The

The writings of a Roman Catholic girl trying to live her faith in this world

Saturday, May 28, 2011

The Desire of Love is to Give

"The desire of love is to give.  The desire of lust is to take."

The topic of love has been on my heart a lot lately.  It has just been resting there, making my heart a little heavier and my mind a little busier as the thoughts run through my head.  Usually when I write a post I know where it's going - how I'm going to start, what I want to say, the point I want to make at the end - but tonight I'm still unsure about what I want to say.  I thought I would just start writing and let the Holy Spirit take over if He so desires.  Maybe letting some of these thoughts out will make my heart less restless...

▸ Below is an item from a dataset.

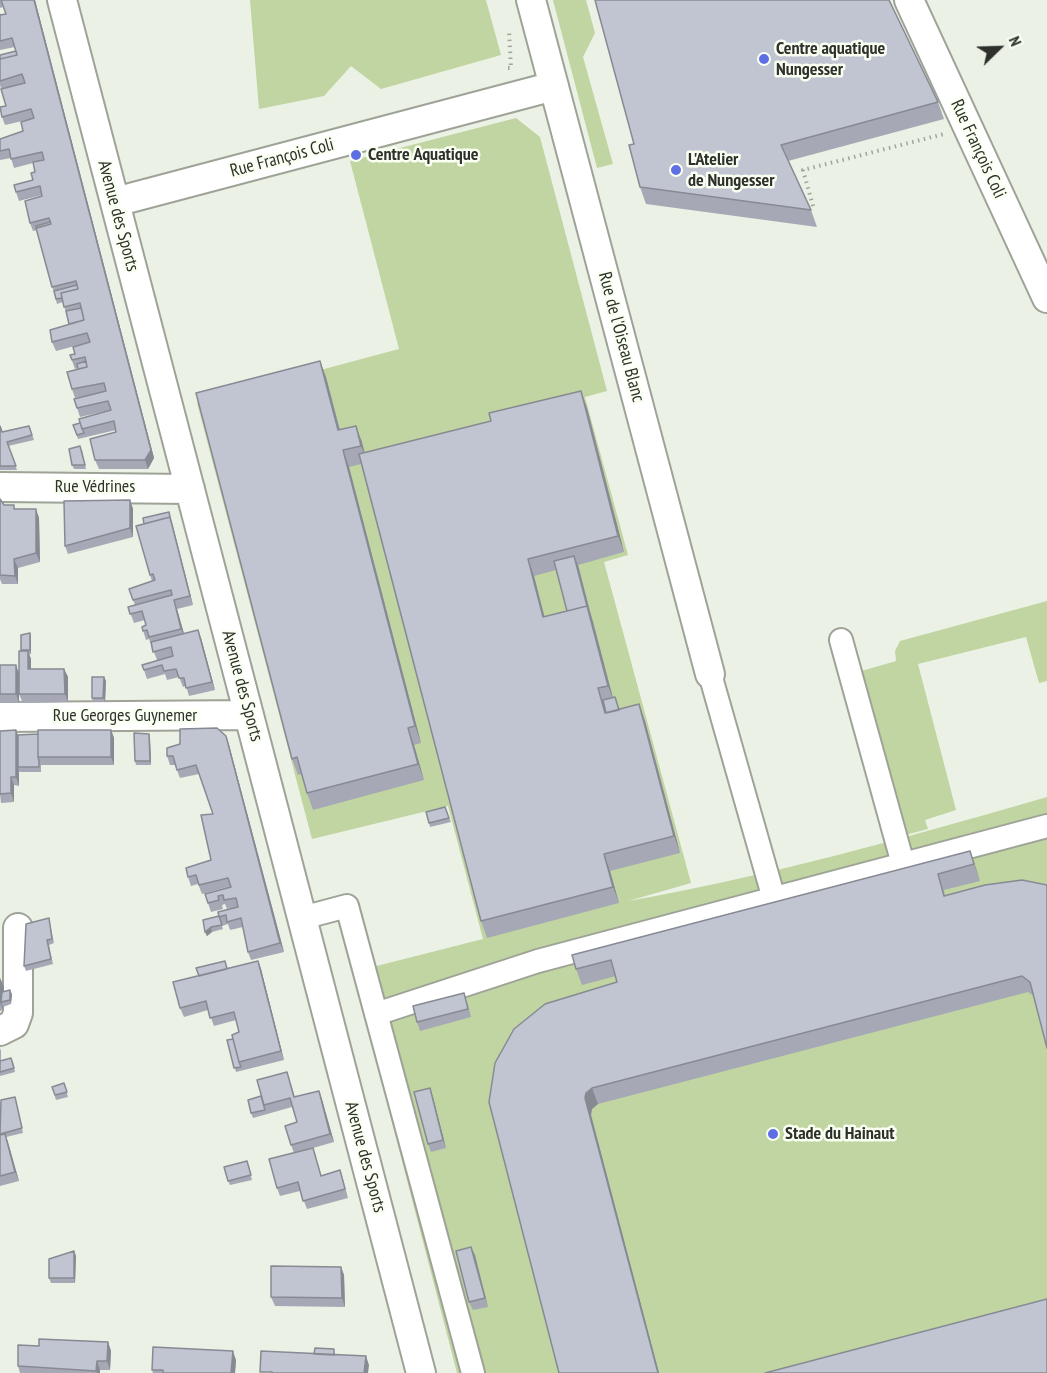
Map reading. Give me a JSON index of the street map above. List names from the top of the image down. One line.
{"streets":{"street":["Rue François Coli","Avenue des Sports","Rue de l'Oiseau Blanc","Rue Védrines","Rue Georges Guynemer"]},"crossings":[["Rue François Coli","Avenue des Sports"],["Rue François Coli","Rue de l'Oiseau Blanc"],["Avenue des Sports","Rue Védrines"],["Avenue des Sports","Rue Georges Guynemer"]],"places":["Centre aquatique Nungesser","Centre Aquatique","L'Atelier de Nungesser","Stade du Hainaut"],"north":"top right"}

What is love?  Where do you find it?  How do you know when you've found it?  The world pummels us with images of love's perversion - lust - trying to pass it off as genuine love.  And the world can be rather convincing sometimes.  If you don't dig too deep, you see happiness.  What the world shows us is that lust, which they call love (even though it isn't), gives us the greatest freedom.  We can do what we want, when we want, how we want, to whom we want.  

I mean, this is what the greatest love stories are made of, right?  Boy meets girl at a bar.  Girl goes home with boy and hooks up.  They experience years happiness....well, hours of happiness.  But those few hours are just fine, because as the world sees it, all any of us are seeking is happiness in the very moment we are in.  Although it was temporary, it was worth it.  Live in the moment.  No regrets.  Right?  But what the world doesn't give you is a backstage pass...the only way you get to see what happens behind the scenes is if you live it yourself...experience the pain that comes with believing a lie.  Experience the emptiness, shame, loneliness, embarrassment, guilt that comes with using another to satisfy your immediate physical desires.  What the world passes off as the greatest freedom actually leaves us in chains.  We become slaves to the emotional poverty of our hearts, longing for the emptiness to be filled.

But this emptiness can never be filled by taking from another.  It can only be filled by fully giving of ourselves.  It is only by making the decision to empty our hearts for someone else that we can receive and be filled by what someone is freely offering us...what God is freely offering us.  This is love.

Love is a decision.  It is greater than the butterflies in your stomach, than the leaping of your heart when that person walks into the room.  True love is not a knee-jerk reaction to the way you have been treated or to what you are feeling.  It persists when the "warm and fuzzies" are gone, in environments that are hostile toward true love.  In all environments, in spite of all feelings, true love actively seeks the well-being of another.  True love gives of itself, even to the point of self-detriment, if it means that another may experience life more meaningfully.  To give everything that you could possibly give without expecting anything in return.

This is how our Savior loved us - it is perfect and beautiful.

Through writing and prayer, I'm beginning to get in touch with why love, true love, has been so intensely on my heart lately.  I want to love another that way.  I want my heart to be captured by true love, to give of myself, empty myself fully and completely so that another may experience the intensity of unconditional love.  As Christ sacrificed Himself so that we might have life and have it more abundantly, we too are called to sacrifice.  We give completely of our hearts, sacrifice ourselves, for our family, our friends, our spouse, our children, so that they might experience true life.

We bring others to Christ and encourage others along the narrow way through this self-sacrifice, through this love.  This decision to truly love is one that must be made each day, some days minute by minute.  But God continues to reveal to me that this is one of the deepest desires of my heart...I pray that I may love as He has called me where ever He leads me.